All data transformations were again done through Python 3, using a wide range of libraries with coding assistance provided by ChatGPT (OpenAI) to generate Python code for existing Python libraries [28]. ChatGPT was used to generate Python code for file data file preparation and processing (eg, data transformation). Manual data checks in addition to code-based error reporting were conducted to verify the code was working as desired and data were correctly processed. In addition, ChatGPT was used to generate Python code for running statistical analyses. All statistical formulae and analyses were verified within the code. Once code was generated, it was checked by at least one or more of the study authors before use. No machine learning code was generated via ChatGPT, and any actigraphy algorithm code was checked and specified in the Python code exactly as defined by the original algorithm sources. Data were synchronized based on the NSRR and the MESA-provided synchronization guide, which highlighted polysomnography start times relative to actigraphy.

Actigraphy Algorithms

For the application of actigraphy algorithms on the actigraphy data, we used Python (Python 3)-based platform pipelines. For this study, we uploaded raw actigraphy data. This platform allows data processing by simply selecting some basic parameters, that is, the specific algorithm for processing and the files. All files were processed through each algorithm, respectively. Once the algorithm value was calculated, raw results were collapsed to 1-minute epochs by summing the raw result values. We then applied each algorithm’s respective classification threshold to determine whether each epoch was sleep or wake. These thresholds were prespecified by the respective algorithm authors in the original articles.

Algorithms were selected on the basis that they were well established and commonly used throughout the literature for actigraphy analyses across all populations, including with older adults and in populations with sleep disorders [29-36]. However, concrete performance benchmarks have yet to be established. The most used algorithms at the time of this publication are Cole-Kripke (cited 2413 times in Google Scholar) and Sadeh (cited 1795 times in Google Scholar) algorithms. The Cole-Kripke has been used across older adult and sleep disorder populations in several studies [31,34]. The Philips algorithm was selected as the actigraphs used for the MESA actigraphy data collection were Philips Actiwatch, which are also among a commonly used clinical actigraphs [21,22]. Additional algorithms were selected based on the notation that they were adapted from the Cole-Kripke algorithm to be used in various sleep populations and cases with varying parameters. Further, all algorithms had variants that could handle 30-second epoch data or 1-minute epoch data, allowing the use of our dataset and for comparison between algorithms. Generally, the selected algorithms all follow a similar regression-based approach to determine sleep and wake, allowing for comparability and comprising a comprehensive spread of traditionally used actigraphy algorithms. The selected algorithms noted below were evaluated in this study [22].

Cole-Kripke (CK)

Cole et al [6] developed an actigraphy analysis, and to date, this algorithm has been heavily used throughout actigraphy research analysis. The CK algorithm was developed for a variety of epochs, including 30-second and 1-minute epochs [6]. The algorithm is regression based, using a 7-epoch window to compute whether a participant is awake or asleep.
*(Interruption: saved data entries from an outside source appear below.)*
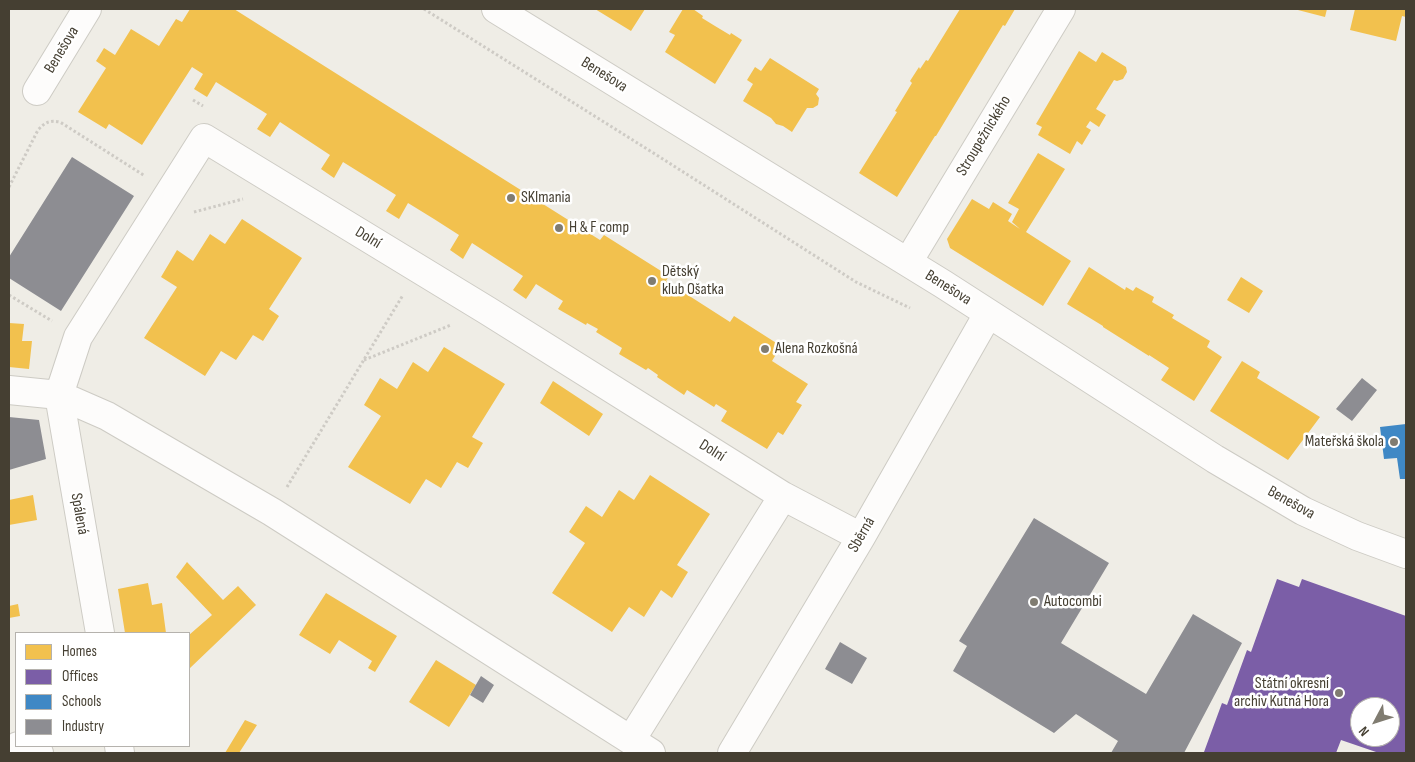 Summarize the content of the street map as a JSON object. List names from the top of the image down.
{
  "streets": {
    "street": [
      "Benešova",
      "Stroupežnického",
      "Dolní",
      "Spálená",
      "Sběrná"
    ]
  },
  "crossings": [
    ["Benešova", "Stroupežnického"],
    ["Benešova", "Sběrná"],
    ["Dolní", "Spálená"],
    ["Dolní", "Sběrná"]
  ],
  "places": [
    "SKImania",
    "H & F comp",
    "Dětský klub Ošatka",
    "Alena Rozkošná",
    "Mateřská škola",
    "Autocombi",
    "Státní okresní archiv Kutná Hora"
  ],
  "legend": [
    "Homes",
    "Offices",
    "Schools",
    "Industry"
  ],
  "north": "bottom left"
}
The original Cole et al [6], 30-second version of the algorithm used for this study, uses the optimal parameters for a maximum 30-second nonoverlapping epoch of activity per minute.

D=0.0001(50A-4+30A-3+14A-2+28A-1+12lA0+8A+1+50A+2)

Here, if D<1, the epoch is scored as sleep, while if D>=1, the epoch is scored as wake. The 0.001 represents the scale factor for the entire equation, while the numerical values assigned to each epoch represent the weighting factors for the present, previous, and following epochs. A represents an epoch, where A-4 to A-1 represent the four preceding epochs to the current epoch (A0) and A+1 to A+2 represent the following 2 epochs.

University of California, San Diego Scoring Algorithm (UCSD)

Developed by Jean-Louis et al [9], this actigraphy algorithm is similar to the Cole-Kripke algorithm, with the only difference being the weights on the epoch. The UCSD algorithm was also designed for minute-by-minute epochs. However, the authors noted that two 30-second epochs were counted as 1 minute to match their polysomnography data recording rates. In our case, we gave this algorithm the original 30-second epoch data, treating each epoch in the formula as is. The UCSD algorithm used in this study was as follows:

D=0.05(0.010A-4+0.015A-3+0.028A-2+0.031A-1+0.085A0+0.015A+1+.010A+2)

where, if D<1, the epoch is scored as sleep, while if D≥1, the epoch is scored as wake. According to previous analyses of Actillume data for healthy young adults, the optimal scaling factor, P, was .05 [9]. The numerical values assigned to each epoch represent the weighting factors for the present, previous, and following epochs. A represents an epoch, where A-4 to A-1 represent the four preceding epochs to the current epoch (A0) and A+1 to A+2 represent the following two epochs.

Kripke 2010 (K2010)

Developed by Kripke et al and applied through Microsoft Excel Visual Basic macro, this algorithm aimed to set optimal parameters for a sleep, wake scoring algorithm to score each epoch. This algorithm is similar to the aforementioned algorithms [10]. However, the optimal algorithm accounts for the activity counts of 13 30-second epochs; the 10 epochs preceding and 2 epochs proceeding the epoch being scored (X0) and differs in the weights assigned to each epoch. The optimal algorithm by Kripke et al [10] used in this study was as follows:

D=0.30(0.0064X-10+0.0074X-9+0.0112X-8+0.0112X-7+0.0118X-6+0.0118X-5+0.0128X-4+0.0188X-3+0.0280X-2+0.0664X-1+0.0300X0+0.0112X+1+.100X+2)

where D was the scaled polynomial sum of activity scores for 13 30-second epochs. The 0.30 represents the optimal overall scaling parameter. The numerical value attached to each epoch (X) represents a scaling parameter for each respective corresponding epoch. When D<1, the epoch being scored (X0) is scored as sleep, while if D≥1 according to this algorithm.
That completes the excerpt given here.